Calcium is the fifth most abundant element in the human body and the most abundant metal. Calcium ions play an important role in the physiology and biochemistry of organisms and cells as electrolytes. They play an important role in the signal transduction pathway, where they act as the second messenger, in the neurotransmitter release of neurons, the contraction of all types of muscle cells, and in conception. Many enzymes require calcium ions as cofactors. External calcium calcium ions are also important to maintain potential differences across cell membranes, as well as proper bone formation.
Video Calcium
Characteristics
Classification
Calcium is a very brittle silver metal with a pale yellow color that is very similar to the heavier elements in the group, strontium, barium, and radium. A calcium atom has twenty electrons, arranged in electron configuration [Ar] 4s 2 . Like other elements placed in group 2 of the periodic table, calcium has two valence electrons in the outer s-orbitals, which are very easily lost in chemical reactions to form positively charged ions with the stable electron configuration of the noble gases, in this case Argon. Therefore, calcium is almost always divalent in its compounds, which are usually ionic. The hypothetical hypoxic univalent salt will be stable with respect to its elements, but not to disproportionate to divalent salts and calcium metals, since the enthalpy of MX formation 2 is much higher than that of hypothetical MX. This is because the much larger lattice energy given by Ca 2 cation is higher than that of Ca hypothetical cation.
Calcium is regarded as an alkaline earth metal, along with heavier elements and beryllium and lighter magnesium. Nevertheless, there is a significant difference in the chemical and physical properties between beryllium and magnesium (which behave more like aluminum and zinc respectively and have some weaker metal characters than post-transition metals) and group members of the onward calcium, which traditionally led to "alkaline earth metals" applies only to the last group. This classification is largely obsolete in English-language sources, but is still used in other countries such as Japan. As a result, comparisons with strontium and barium are more associated with calcium chemistry than comparisons with magnesium.
Physical
The metal of calcium melts at 842 Â ° C and boils at 1494 Â ° C, higher than the adjacent group 2 metals do. It crystallizes in a face-centered cubic arrangement such as strontium; above 450 ° C, it turns into a closed hexagonal anisotropic arrangement such as magnesium. The density of 1.55 g/cm 3 is the lowest in the group, with the other descending towards it. Calcium can be cut with a knife by effort, although it is still harder than lead. While calcium is an electrical conductor worse than copper or aluminum by volume, it is a better conductor than both because of its mass because of its very low density. Although not feasible for terrestrial applications because it reacts quickly with atmospheric oxygen, its use as an inner conductor has been considered.
Chemistry
The chemical properties of calcium are typical heavy alkaline earth metals. For example, calcium spontaneously reacts with water faster than magnesium and is less rapid than strontium to produce calcium hydroxide and hydrogen gas. It also reacts with oxygen and nitrogen in the air to form a mixture of calcium oxide and calcium nitride. When it is finely divided, it spontaneously burns in air to produce nitrides. In large quantities, calcium is less reactive: it quickly forms a hydration layer in moist air, but below 30% relative humidity can be stored indefinitely at room temperature.

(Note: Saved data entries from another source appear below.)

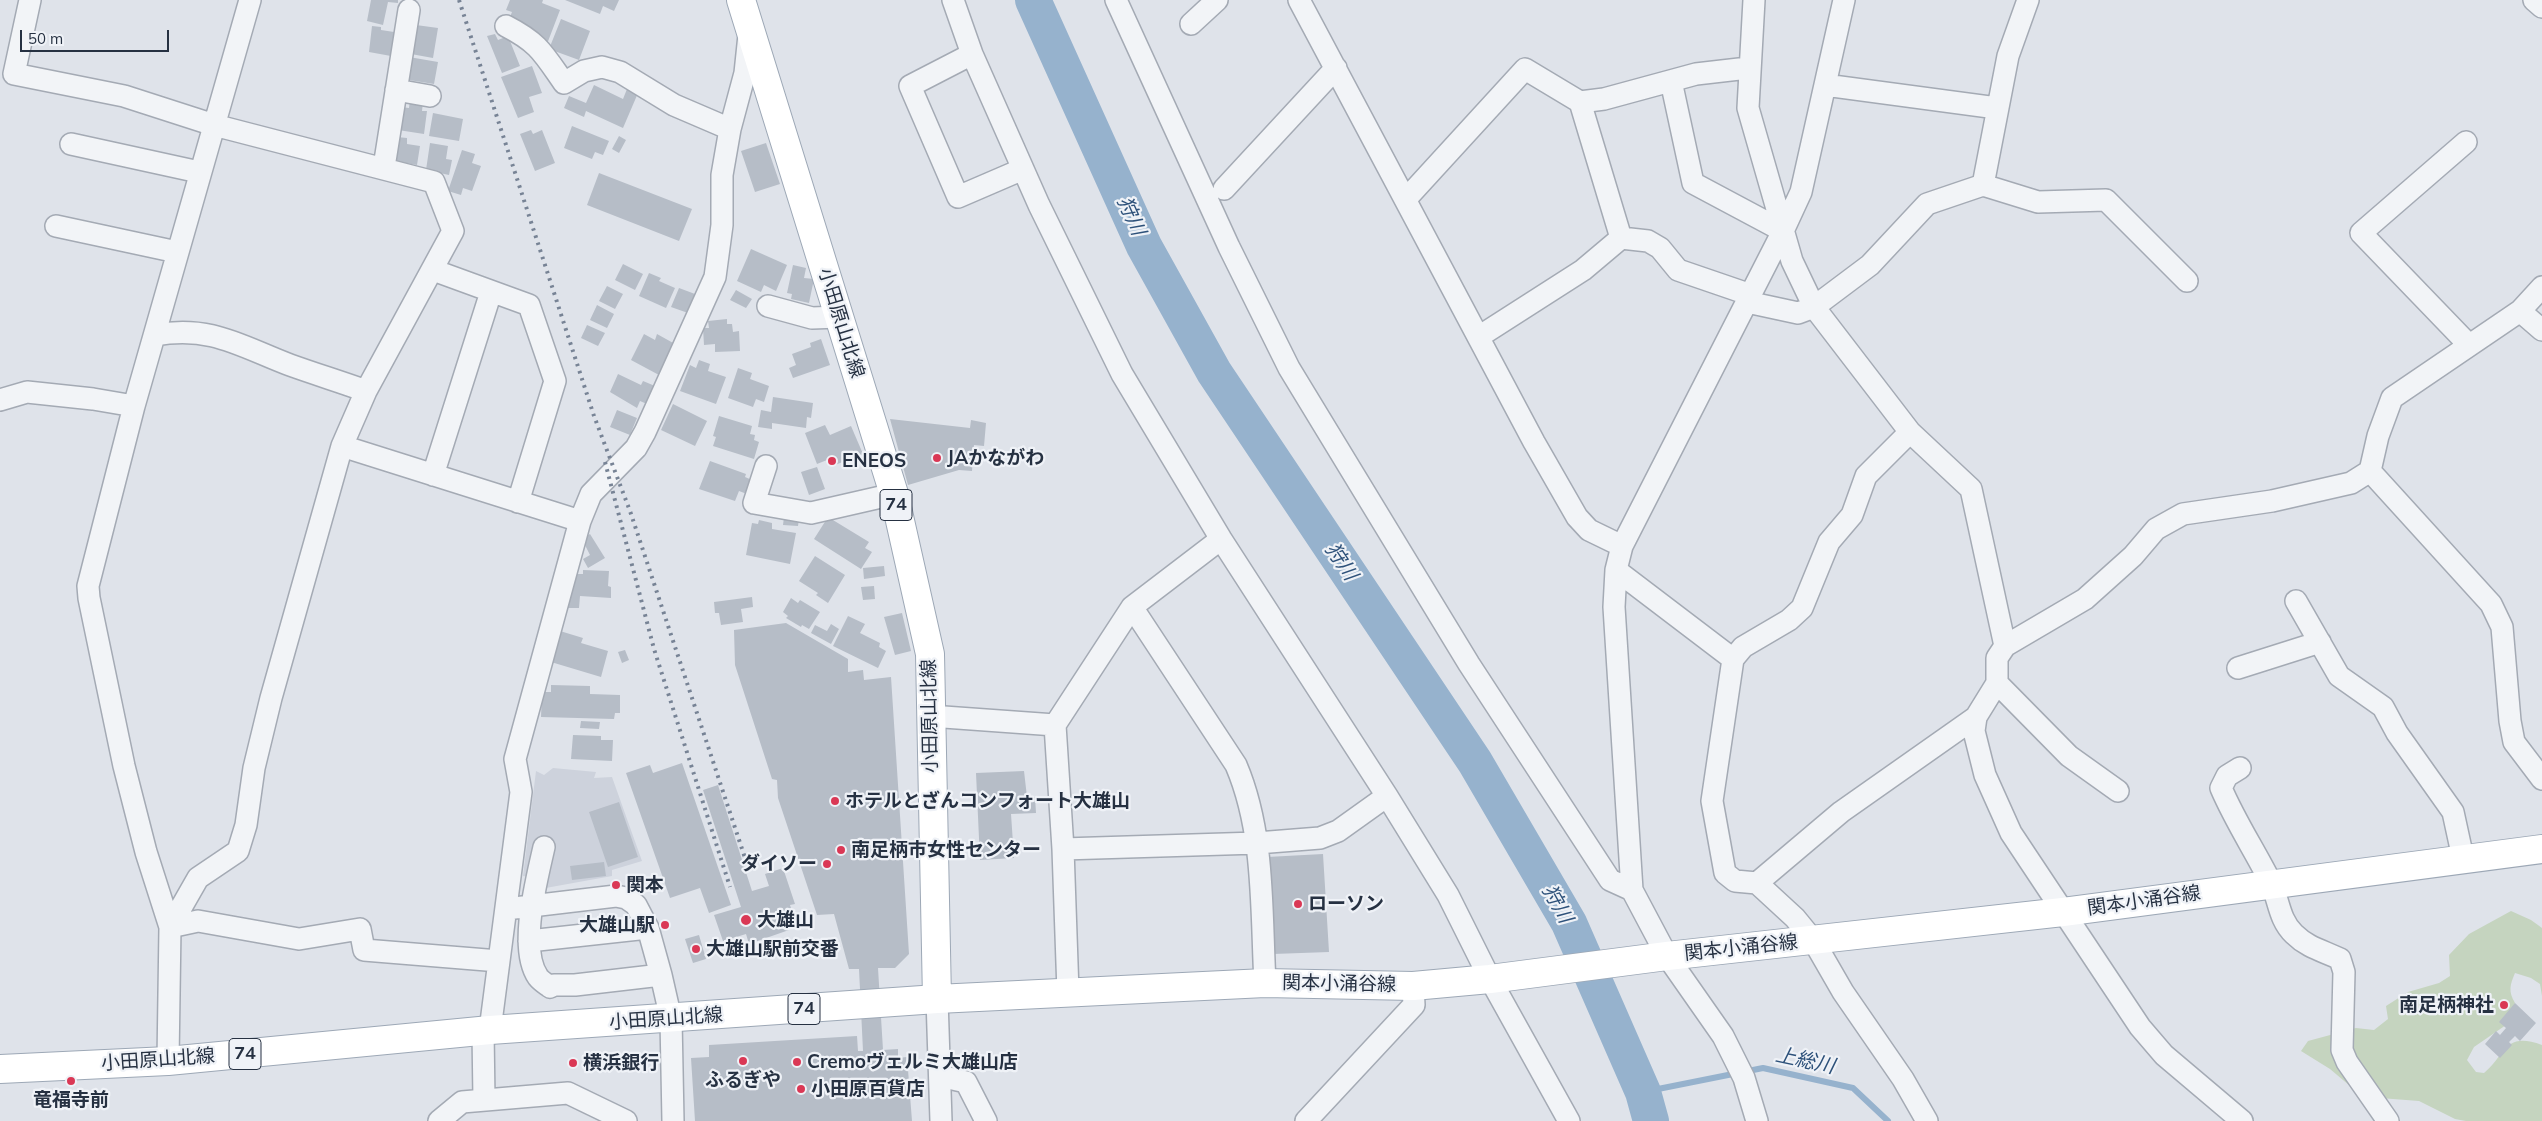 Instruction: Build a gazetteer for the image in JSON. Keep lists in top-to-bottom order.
{
  "streets": {
    "main road": ["小田原山北線", "74", "関本小涌谷線"]
  },
  "crossings": [
    ["小田原山北線", "関本小涌谷線"]
  ],
  "water": ["狩川", "上総川"],
  "places": [
    "JAかながわ",
    "ENEOS",
    "ホテルとざんコンフォート大雄山",
    "南足柄市女性センター",
    "ダイソー",
    "関本",
    "ローソン",
    "大雄山",
    "大雄山駅",
    "大雄山駅前交番",
    "南足柄神社",
    "ふるぎや",
    "Cremoヴェルミ大雄山店",
    "横浜銀行",
    "竜福寺前",
    "小田原百貨店"
  ],
  "scale_bar": "50 m"
}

In addition to simple CaO oxide, CaO peroxide 2 can be prepared by direct oxidation of the calcium metal under high oxygen pressure, and there is some evidence for yellow superoxide (O 2 ) sub sub > 2 . Calcium hydroxide, Ca (OH) 2 , is a strong base, though not as strong as hydroxides of strontium, barium or alkali metals. All four calcium dihalides are known. Calcium carbonate (CaCO 3 ) and calcium sulphate (CaSO 4 ) are very abundant minerals. Like strontium and barium, as well as alkaline and bivalve metal divalen europium and ytterbium, calcium metal directly dissolves in liquid ammonia to produce a dark blue solution.

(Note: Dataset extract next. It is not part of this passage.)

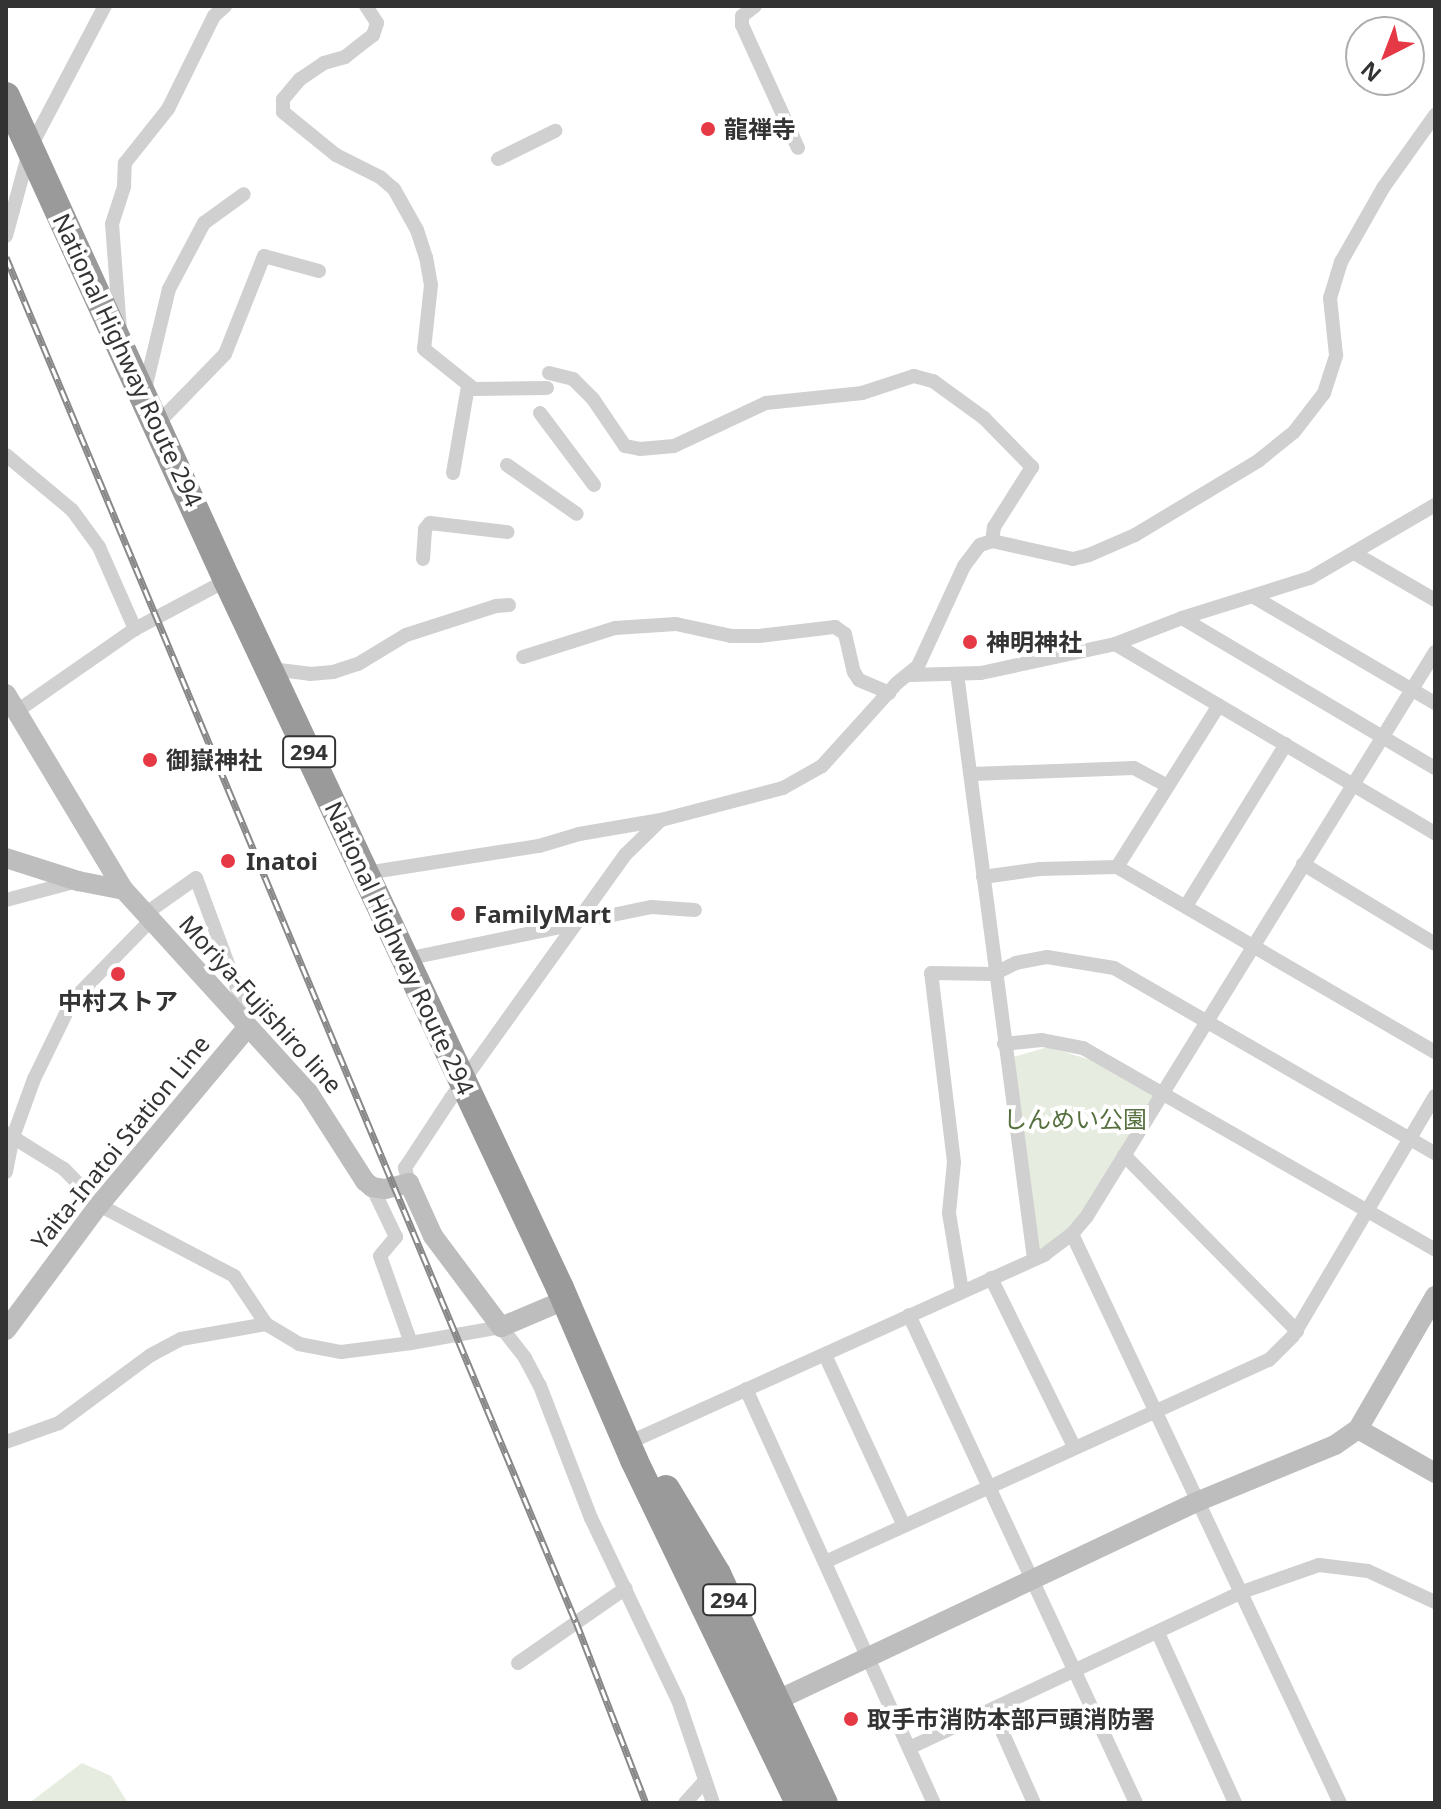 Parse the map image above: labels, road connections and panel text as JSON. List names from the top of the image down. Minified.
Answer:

Because of the large size of Ca 2 ions, high coordination rates are common, up to 24 in some intermetallic compounds such as CaZn 13 . Calcium is ready to be complexed by oxygen chelates such as EDTA and polyphosphates, which are useful in analytical chemistry and removing calcium ions from hard water. In the absence of steric hindrance, the smaller group 2 cations tend to form stronger complexes, but when large polydentate macrocycles are involved, the trend is reversed.
Although calcium is in the same group as magnesium and organomagnesium compounds that are very commonly used throughout chemistry, organocalcium compounds are not as widespread as they are more difficult to make and more reactive, although they have recently been investigated as possible catalysts. Organocalcium compounds tend to be more similar to organoytterbium compounds because of the same ionic radii of Yb 2 (102Ã, pm) and Ca 2 (100Ã, pm). Most of these compounds can only be prepared at low temperatures; Large ligands tend to support stability. For example, diciclopentadienyl calcium, Ca (C 5 H 5 ) 2 , should be done by directly reacting the calcium metal with mercurocene or cyclopentadiene alone; replacing C 5 H 5 ligand with bulkier C 5 (CH 3 ) 5 ligands on the other hand increase solubility, volatility, and kinetic stability of the compound.
Isotope
Natural calcium is a mixture of five stable isotopes ( 40 Ca, 42 Ca, 43 Ca, 44 Ca, and 46 Ca) and one isotope with half-life so long that it can be considered stable for all practical purposes ( 48 Ca, with a half-life of about 4.3 Ã, ÃÆ' â € "10 < soup> 19 Ã, year). Calcium is the first (lightest) element to have six natural isotopes.
By far the most common calcium isotope in nature is 40 Ca, which makes up 96.941% of all natural calcium. It is produced in the silicon combustion process of alpha particle fusion and is the heaviest stable nuclide with the same number of protons and neutrons; the incidence is also added slowly by the decay of primordial 40 K. Adding other alpha particles will cause unstable <44 soup, which rapidly decays through two successive electron catches to a stable Ca 44 ; this means 2.806% of all natural calcium and is the second most common isotope. Four other natural isotopes, 42 Ca, 43 Ca, 46 Ca, and 48 Ca, significantly less , each containing less than 1% of all natural calcium. The four lighter isotopes, especially the products of the oxygen-burning and silicon-burning processes, leave two heavier isotopes to be produced through neutron capture. 46 Ca is mostly produced in "hot" s-processes, since its formation requires a rather high flux of neutrons to allow short life of Ca to capture neutrons. 48 Ca is generated by electron capture in the r-process in Ia-type supernovae, where high neutron excess and low entropy guarantee its survival.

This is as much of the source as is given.